Some wines also need to be blended. This may be because they are made from more than one grape variety (claret, for example), or because the winemaker has so far kept wine from different vineyards separate. Before bottling, the wine will be fined to remove impurities, either traditionally with egg white or with a commerical clarifying agent such as bentonite.

Most wines will also be filtered, to further ensure their stability. although top producers, especially in Burgundy, the Rhône, and California, often dispense with filtration on the grounds that it strips wines of character.

Red wine: the vital stages


Treading, the traditional method for vintage port, is not just a quaint custom put on for the benefit of visitors, but the best way to extract the maximum colour and tannin from the skins in a short time.



Either in closed vats or open-topped vessels. Temperatures may be carefully controlled or they may not. Whichever approach, this is the stage where yeasts convert grape sugar into alcohol and therefore juice into wine.


During fermentation a “cap” of skins rises to the top of the bubbling mass and has to be pushed down regularly, either mechanically or by prodding with a pole, to ensure colour leaches out of the skins into the liquid.



Red wine grapes are crushed before fermentation but pressing is carried out afterwards. The left- over pulpy grape mass is put through a press to yield tannic “press wine” – which may or may not be blended in to improve the final wine.

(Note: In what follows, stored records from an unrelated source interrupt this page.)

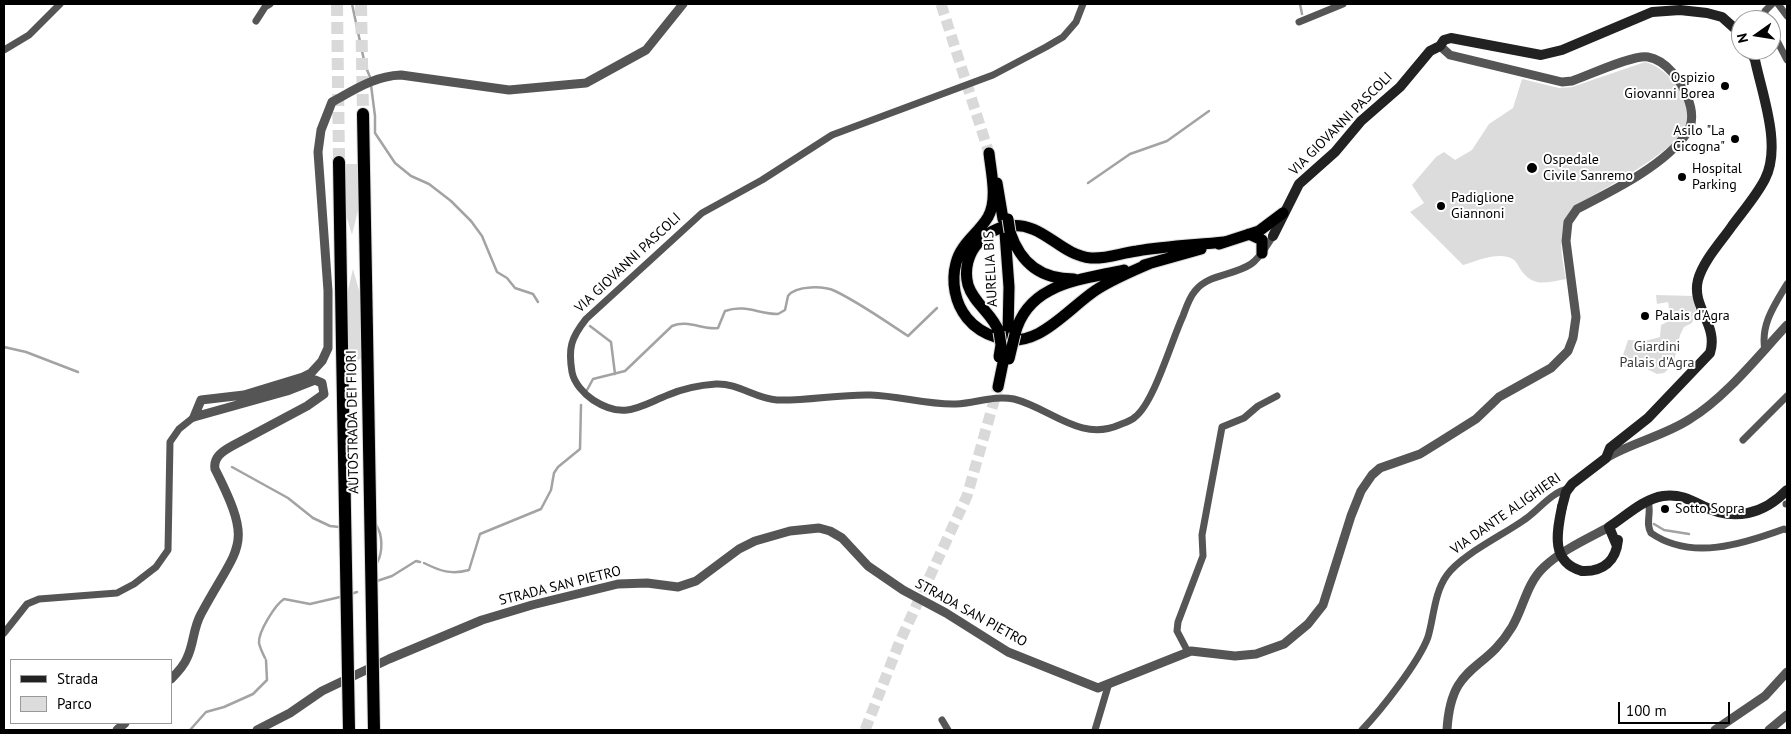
<!DOCTYPE html>
<style>
body{margin:0}
#map{position:relative;width:1791px;height:734px;overflow:hidden;background:#fff;font-family:"PT Sans",sans-serif}
canvas{display:block}
.frame{position:absolute;inset:0;border:5px solid #000;pointer-events:none}
.legend{position:absolute;left:10px;top:659px;width:162px;height:65px;box-sizing:border-box;background:#fff;border:1px solid #999;margin:0;padding:6px 9px;list-style:none;font-size:15px;color:#000}
.legend li{display:flex;align-items:center;gap:10px;height:25px}
.legend b{width:25px;border:1px solid #999}
.north{position:absolute;left:1731px;top:10px;width:50px;height:50px;box-sizing:border-box;background:#fff;border:1px solid #999;border-radius:50%;rotate:257deg;font-size:14px;font-weight:700;line-height:20px;text-align:center;color:#000}
.north::after{content:'';display:block;margin:auto;width:18px;height:22px;background:#000;clip-path:polygon(50% 0,100% 100%,50% 72%,0 100%)}
.scale{position:absolute;left:1618px;top:702px;width:112px;height:22px;box-sizing:border-box;border:2px solid #000;border-top:0;padding-left:6px;font-size:15px;line-height:18px;white-space:nowrap;color:#000;-webkit-text-stroke:4px #fff;paint-order:stroke}
</style>
<div id="map">
<canvas width="1791" height="734"></canvas>
<div class="frame"></div>
<ul class="legend">
<li><b style="height:6px;background:#222"></b>Strada</li>
<li><b style="height:14px;background:#dcdcdc"></b>Parco</li>
</ul>
<div class="north">N</div>
<div class="scale">100 m</div>
</div>
<script>
const c = document.querySelector('canvas').getContext('2d');
c.lineJoin = 'round';
function paint(path, color) { c.fillStyle = color; c.fill(path, 'evenodd'); }
function strokePath(path, color, width, dash) { c.strokeStyle = color; c.lineWidth = width; c.lineCap = dash ? 'butt' : 'round'; c.setLineDash(dash || []); c.stroke(path); }
function label(font, color, halo, rows, align = 'center') {
  c.font = font + ' "PT Sans",sans-serif'; c.lineWidth = 4; c.setLineDash([]); c.textBaseline = 'middle'; c.strokeStyle = halo; c.fillStyle = color; for (const [text, x, y, turn = 0] of rows) {
    c.save(); c.translate(x, y); c.rotate((+turn || 0) * Math.PI / 180); c.textAlign = isNaN(turn) ? turn : align; if (halo) c.strokeText(text, 0, 0); c.fillText(text, 0, 0); c.restore();
  }
}
const green = new Path2D(`
 M1645 62C1660 66 1671 77 1680 90 1685 100 1690 111 1688 123 1683 148 1597 192 1574 207 1556 228 1561 253 1566 279 1544 283 1532 288 1519 267 1516 261 1514 259 1508 257 1493 253 1477 261 1463 265L1410 212 1424 203 1412 185 1436 157 1444 152 1455 160 1472 150 1489 124 1513 108 1522 79 1559 88 1572 87Z
 M343 164H358L359 206 352 235 344 208Z
 M353 269 362 301V357L346 371 345 302Z
 M1656 295 1693 296 1696 311 1692 323 1684 327 1680 335 1673 365 1664 373 1657 374 1647 369 1625 367 1621 361 1628 340 1645 341 1660 337 1661 325 1671 320 1668 302 1657 304Z`);
const stream = new Path2D(`
 M352 4 365 65 370 77
 M1300 4 1302 14
 M371 85 375 116V133L395 163 411 176 429 184 451 201 471 221 482 236 497 272 507 278 515 288 533 294 538 302
 M1088 183 1130 154 1167 141 1209 111
 M590 326 611 342 615 374
 M4 347 26 352 78 372
 M586 392 593 379 625 371 672 326C688 319 702 330 718 328L725 311C745 304 759 314 778 314L785 310 788 296C796 285 824 286 835 291 860 303 885 321 908 336L937 308
 M232 467 288 498 313 518 330 526 339 527
 M1654 524 1664 530 1689 534
 M376 525C383 535 383 552 377 563
 M424 563C440 571 451 575 469 570L480 534 541 509 551 490 554 473 558 467 580 449 581 405
 M377 581 392 576 416 561 420 562
 M351 594 357 592
 M265 658C263 654 260 648 259 643 258 632 275 605 284 599L310 604 340 597
 M190 730 206 712 224 707 253 694 267 680 266 660`);
const trunkTunnel = new Path2D(`
 M941 4 988 150
 M865 730 900 641 967 496 998 387`);
const motorwayTunnel = new Path2D(`
 M337 4 339 162
 M361 4 363 114`);
const minor = new Path2D(`
 M1083 4 1076 22 1063 37 1046 47 993 75 832 135 762 180 702 213 586 319C571 338 568 348 572 372 574 383 584 394 593 400 624 420 638 407 668 395 682 389 701 385 716 384 738 383 756 399 777 400 808 401 840 394 871 395 900 396 928 405 956 404 976 403 994 395 1014 399 1050 408 1080 442 1119 425 1124 423 1131 421 1135 417 1154 403 1172 339 1183 316 1186 308 1189 298 1195 291 1208 274 1233 276 1251 264 1260 258 1267 245 1273 236
 M1778 4 1787 16
 M1765 20V11L1772 4
 M256 21 265 7 270 4
 M1299 22 1343 4
 M1771 29 1787 60
 M4 50 29 35 60 4
 M1765 350C1760 325 1775 304 1787 284
 M1743 440 1787 396
 M1648 501C1652 512 1645 523 1651 533 1691 561 1743 544 1784 529L1787 530
 M1786 504H1787
 M4 633 27 604 39 599 117 593 134 584 156 567 168 550 170 442 179 429 194 417
 M1188 652 1177 631 1178 622 1203 556 1202 535 1222 427 1244 418 1258 406 1277 396
 M942 720 948 730
 M1095 730 1109 683
 M1362 730C1381 710 1419 662 1428 637 1434 617 1434 593 1447 575 1461 555 1503 535 1524 520 1538 511 1551 492 1568 489`);
const tertiary = new Path2D(`
 M194 417 201 400 244 395 303 377 311 373 322 361 328 348V291L318 152 321 130 332 102C354 90 374 76 401 75L509 90 586 83 646 50 683 4
 M1606 458C1633 442 1664 436 1690 419 1725 398 1759 355 1787 325
 M171 679C177 673 184 666 187 658 194 644 193 628 201 614 239 543 255 548 215 469 213 457 223 451 232 446L307 406 324 394 322 383 315 380 287 391 194 417
 M117 730 125 723
 M257 730 290 713 322 691 389 659 482 620 532 605 618 584 647 583 678 587 696 581 739 549 755 541 790 531 819 528 830 531 842 538 868 566 903 590 946 613 1008 652 1098 688 1191 651 1235 656 1256 654 1284 644 1308 624 1323 605 1351 516 1361 491 1372 475 1380 468 1420 454 1441 441 1476 419 1499 397 1551 368 1568 351 1573 338 1576 317 1566 241 1568 222 1577 209C1612 191 1664 166 1687 133 1694 122 1692 108 1687 96 1681 81 1666 60 1648 57 1634 54 1587 76 1572 81L1562 82 1450 55 1440 46
 M1447 730C1451 662 1484 674 1512 627 1524 607 1526 584 1544 567 1562 550 1587 539 1609 527
 M1715 730 1765 696 1787 672
 M1769 730 1787 715`);
const secondary = new Path2D(`
 M1273 236 1299 184 1335 152 1361 121 1400 87 1430 51 1440 46 1444 40 1451 38 1541 55 1562 50 1652 12 1680 10 1707 13 1722 17 1741 34
 M1562 507 1566 492 1572 484 1606 458 1610 448 1648 418 1710 353C1719 325 1691 307 1698 280 1703 261 1721 242 1732 226 1743 211 1757 195 1765 179 1782 146 1762 94 1755 60L1750 50
 M1617 546 1609 527C1625 517 1643 499 1663 496 1679 494 1689 499 1703 506 1734 522 1764 514 1787 490
 M1582 571C1603 572 1616 561 1618 540`);
const trunk = new Path2D(`
 M989 153C991 173 998 199 988 217 978 234 961 243 956 263 951 282 955 303 967 318 975 328 985 334 998 338 1038 350 1066 310 1096 290 1113 279 1132 271 1151 263
 M997 183 1003 219
 M1010 232C1021 264 1041 279 1074 279
 M1005 233 1009 287 1008 333
 M1249 234 1262 240V253
 M1219 244 1259 231 1283 213
 M1144 265 1201 249
 M999 332C993 314 974 304 968 285 964 270 968 253 979 242 987 233 996 228 1008 226 1043 221 1059 255 1091 258 1107 259 1121 253 1137 251 1166 246 1195 245 1224 242
 M1015 334C1028 283 1080 280 1124 270
 M998 387 1004 358`);
const motorway = new Path2D(`
 M363 114 367 332
 M339 162 342 347`);
const secondaryBridge = new Path2D(`
 M1562 507C1557 532 1550 562 1582 571`);
const trunkBridge = new Path2D(`
 M1008 219 1010 232
 M999 332 1001 345 999 357
 M1009 359 1015 334`);
const motorwayBridge = new Path2D(`
 M367 332 374 730
 M342 347 349 730`);
const markers = [
 [1725,86,5,"#000"],
 [1735,139,5,"#000"],
 [1532,168,6,"#000"],
 [1682,177,5,"#000"],
 [1441,206,5,"#000"],
 [1645,316,5,"#000"],
 [1665,509,5,"#000"]
];
const poiNames = [
 ["Ospizio",1715,78,"right"],
 ["Giovanni Borea",1715,94,"right"],
 ["Asilo \"La",1725,131,"right"],
 ["Cicogna\"",1725,147,"right"],
 ["Ospedale",1543,160],
 ["Civile Sanremo",1543,176],
 ["Hospital",1692,169],
 ["Parking",1692,185],
 ["Padiglione",1451,198],
 ["Giannoni",1451,214],
 ["Palais d'Agra",1655,316],
 ["Sotto Sopra",1675,509]
];
const streetNames = [
 ["VIA GIOVANNI PASCOLI",1341,124,-45],
 ["VIA GIOVANNI PASCOLI",628,263,-43],
 ["AURELIA BIS",991,269,-93],
 ["AUTOSTRADA DEI FIORI",353,422,-91],
 ["VIA DANTE ALIGHIERI",1506,514,-35],
 ["STRADA SAN PIETRO",560,586,-14],
 ["STRADA SAN PIETRO",971,613,29]
];
const parkNames = [
 ["Giardini",1657,347],
 ["Palais d'Agra",1657,363]
];
paint(green, '#dcdcdc');
strokePath(stream, '#a3a3a3', 2.5);
strokePath(trunkTunnel, '#d9d9d9', 11, [11, 5.5]);
strokePath(motorwayTunnel, '#d9d9d9', 12, [12, 6]);
strokePath(trunk, '#dbdbdb', 13);
strokePath(motorway, '#dbdbdb', 14);
strokePath(minor, '#555', 7);
strokePath(tertiary, '#555', 9);
strokePath(secondary, '#222', 10);
strokePath(trunk, '#000', 11);
strokePath(motorway, '#000', 12);
strokePath(trunkBridge, '#dbdbdb', 13, []);
strokePath(motorwayBridge, '#dbdbdb', 14, []);
strokePath(secondaryBridge, '#222', 10);
strokePath(trunkBridge, '#000', 11);
strokePath(motorwayBridge, '#000', 12);
for (const [x, y, r, color] of markers) { const dot = new Path2D(); dot.arc(x, y, r, 0, 2 * Math.PI); c.fillStyle = color; c.fill(dot); strokePath(dot, '#fff', 2); }
label('14px', '#000', '#fff', poiNames, 'left');
label('14px', '#000', '#fff', streetNames);
label('14px', '#333', '#fff', parkNames);
</script>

Most of the better red wines – especially those intended to improve with age-are at least partially aged in new oak barrels for depth and complexity. A new trend is to ferment, or partly ferment, them in these barrels.



As they mature, red wines drop a sediment – they are removed from this in a process called racking, in which the wine is moved gently from one barrel to another clean one… the final transfer is to the bottling line.



There is much debate in the wine world about whether today’s great red wines from the classic regions-claret, burgundy, Rhône, Barolo-will last as long as their predecessors, and the ripeness, or softness, of the tannins is at the heart of the debate.

Tannin, the dry. slightly bitter, mouth-coating substance that makes cold tea so unpleasant, is essential for wine, especially red, that is going to be aged (whites rely more on acidity), but winemakers since the 1980s have been aiming for less aggressively tannic wines-wines, simply, that are suppler and ready for drinking sooner.

They achieve this by picking the grapes later, so that the tannins in the skins, stalks, and pips are all riper; by removing the stalks, which contain tannins that are more bitter than those in the skins; and by crushing gently, so that the pips, which contain the harshest tannins of all, are not split.

And, if maturing the wine in wood, which is another source of tannin, they make sure that they buy good barrels, made from well-seasoned, properly toasted oak, and they are careful not to leave the wine in them for too long. But none of this answers the fundamental question as to whether contemporary classics will last as long as their predecessors.

The winemakers say they will, because tannins are present, although different, but they would say that, wouldn’t they? Only time will tell.